(Stored data)
= Beginning of Section =
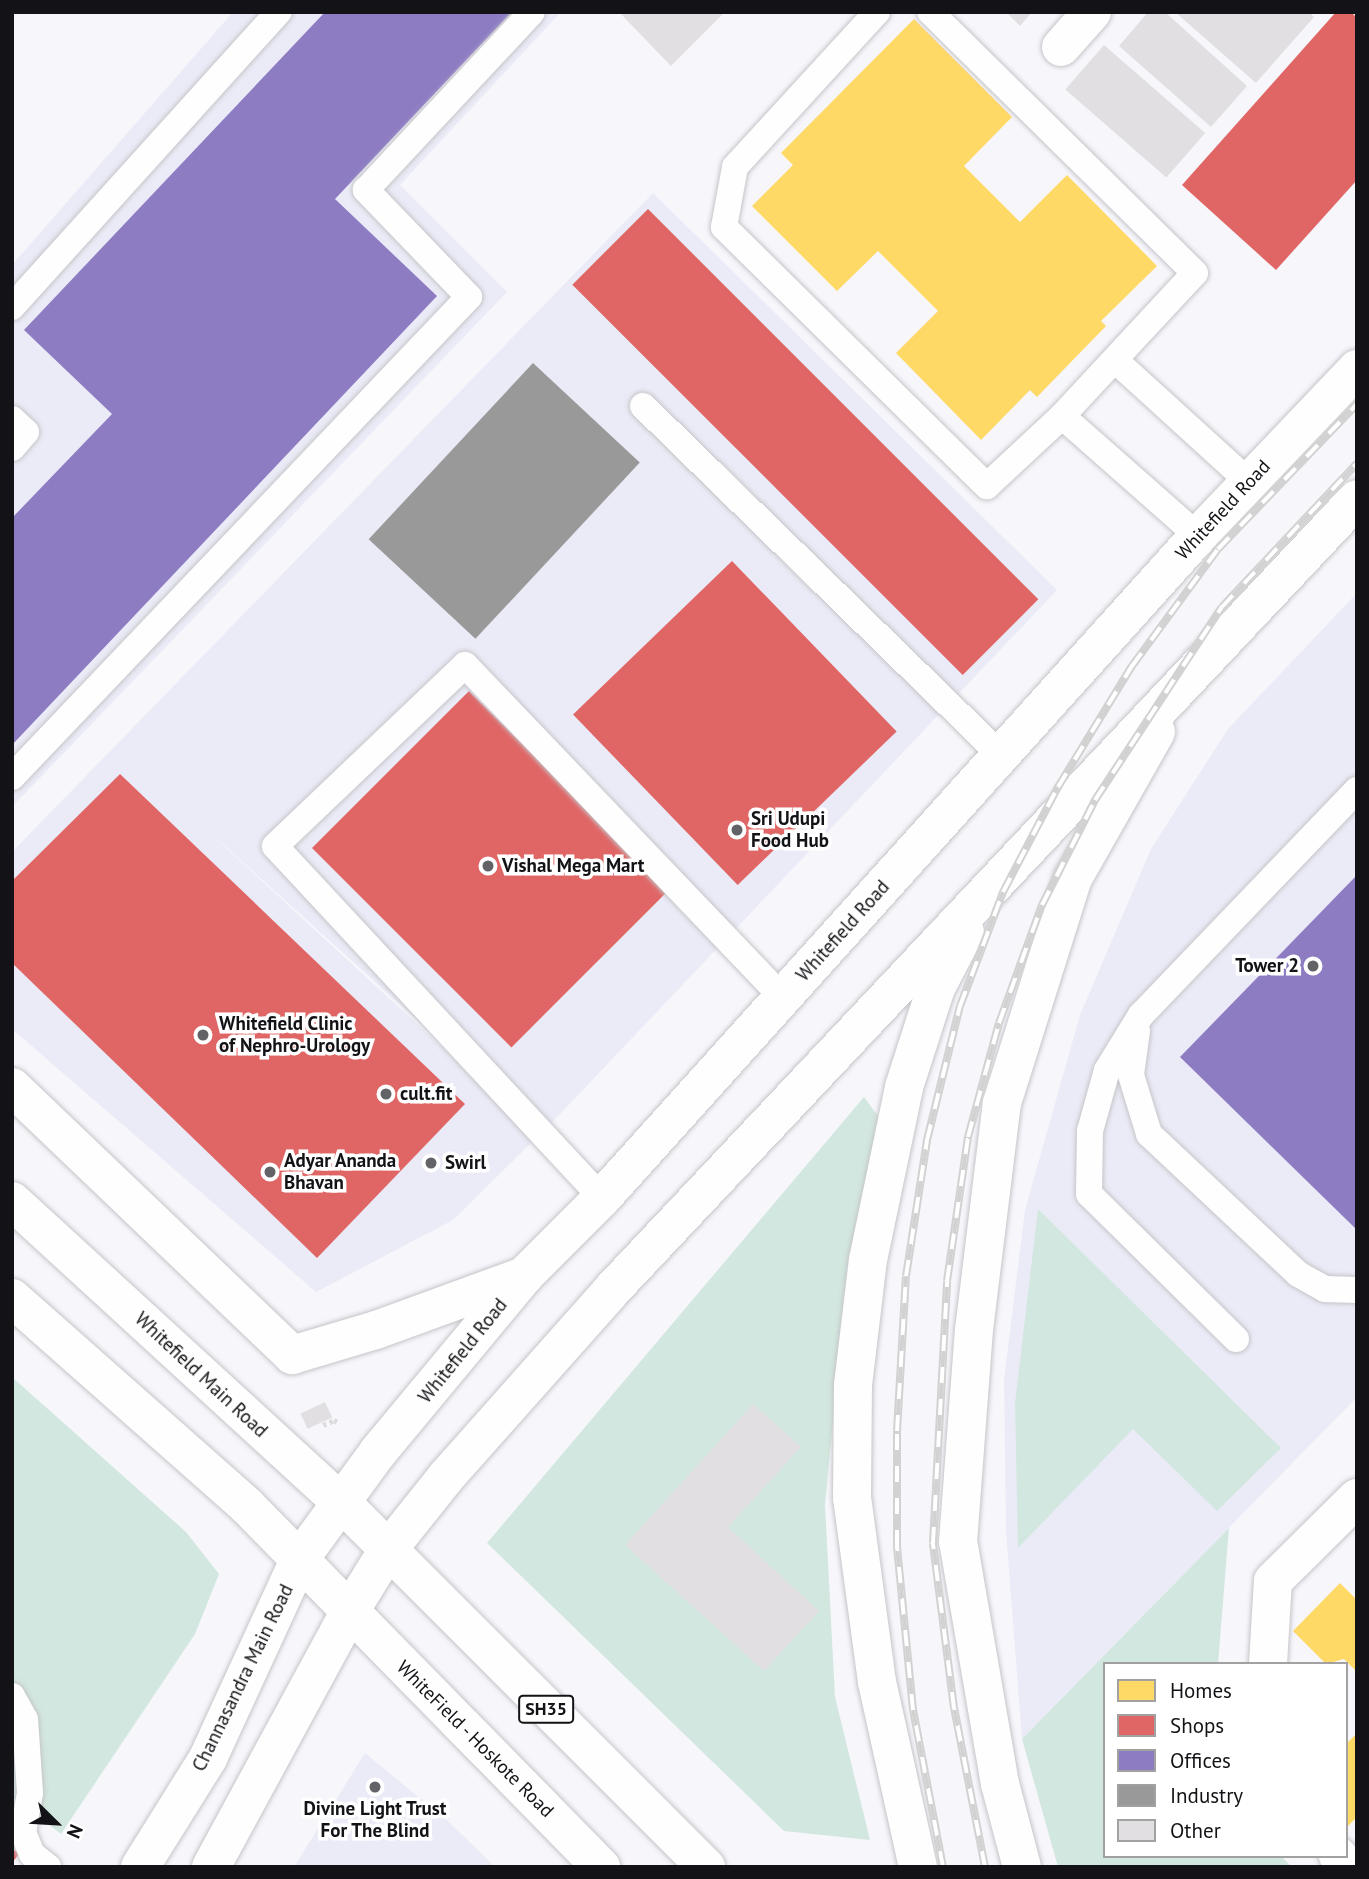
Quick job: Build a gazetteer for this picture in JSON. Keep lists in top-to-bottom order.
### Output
{
  "streets": {
    "main road": [
      "Whitefield Road",
      "Whitefield Main Road",
      "Channasandra Main Road",
      "SH35",
      "WhiteField - Hoskote Road"
    ]
  },
  "crossings": [
    ["Whitefield Road", "Whitefield Main Road"],
    ["Whitefield Road", "Channasandra Main Road"],
    ["Whitefield Main Road", "SH35"]
  ],
  "places": [
    "Sri Udupi Food Hub",
    "Vishal Mega Mart",
    "Tower 2",
    "Whitefield Clinic of Nephro-Urology",
    "cult.fit",
    "Swirl",
    "Adyar Ananda Bhavan",
    "Divine Light Trust For The Blind"
  ],
  "legend": [
    "Homes",
    "Shops",
    "Offices",
    "Industry",
    "Other"
  ],
  "north": "bottom right"
}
= End of Section =
● WHAT THE TASK REQUIRES: Copy the records above precisely, and leave every image out of the copy.

● RESPONSE BELOW:
Quick job: Build a gazetteer for this picture in JSON. Keep lists in top-to-bottom order.
### Output
{
  "streets": {
    "main road": [
      "Whitefield Road",
      "Whitefield Main Road",
      "Channasandra Main Road",
      "SH35",
      "WhiteField - Hoskote Road"
    ]
  },
  "crossings": [
    ["Whitefield Road", "Whitefield Main Road"],
    ["Whitefield Road", "Channasandra Main Road"],
    ["Whitefield Main Road", "SH35"]
  ],
  "places": [
    "Sri Udupi Food Hub",
    "Vishal Mega Mart",
    "Tower 2",
    "Whitefield Clinic of Nephro-Urology",
    "cult.fit",
    "Swirl",
    "Adyar Ananda Bhavan",
    "Divine Light Trust For The Blind"
  ],
  "legend": [
    "Homes",
    "Shops",
    "Offices",
    "Industry",
    "Other"
  ],
  "north": "bottom right"
}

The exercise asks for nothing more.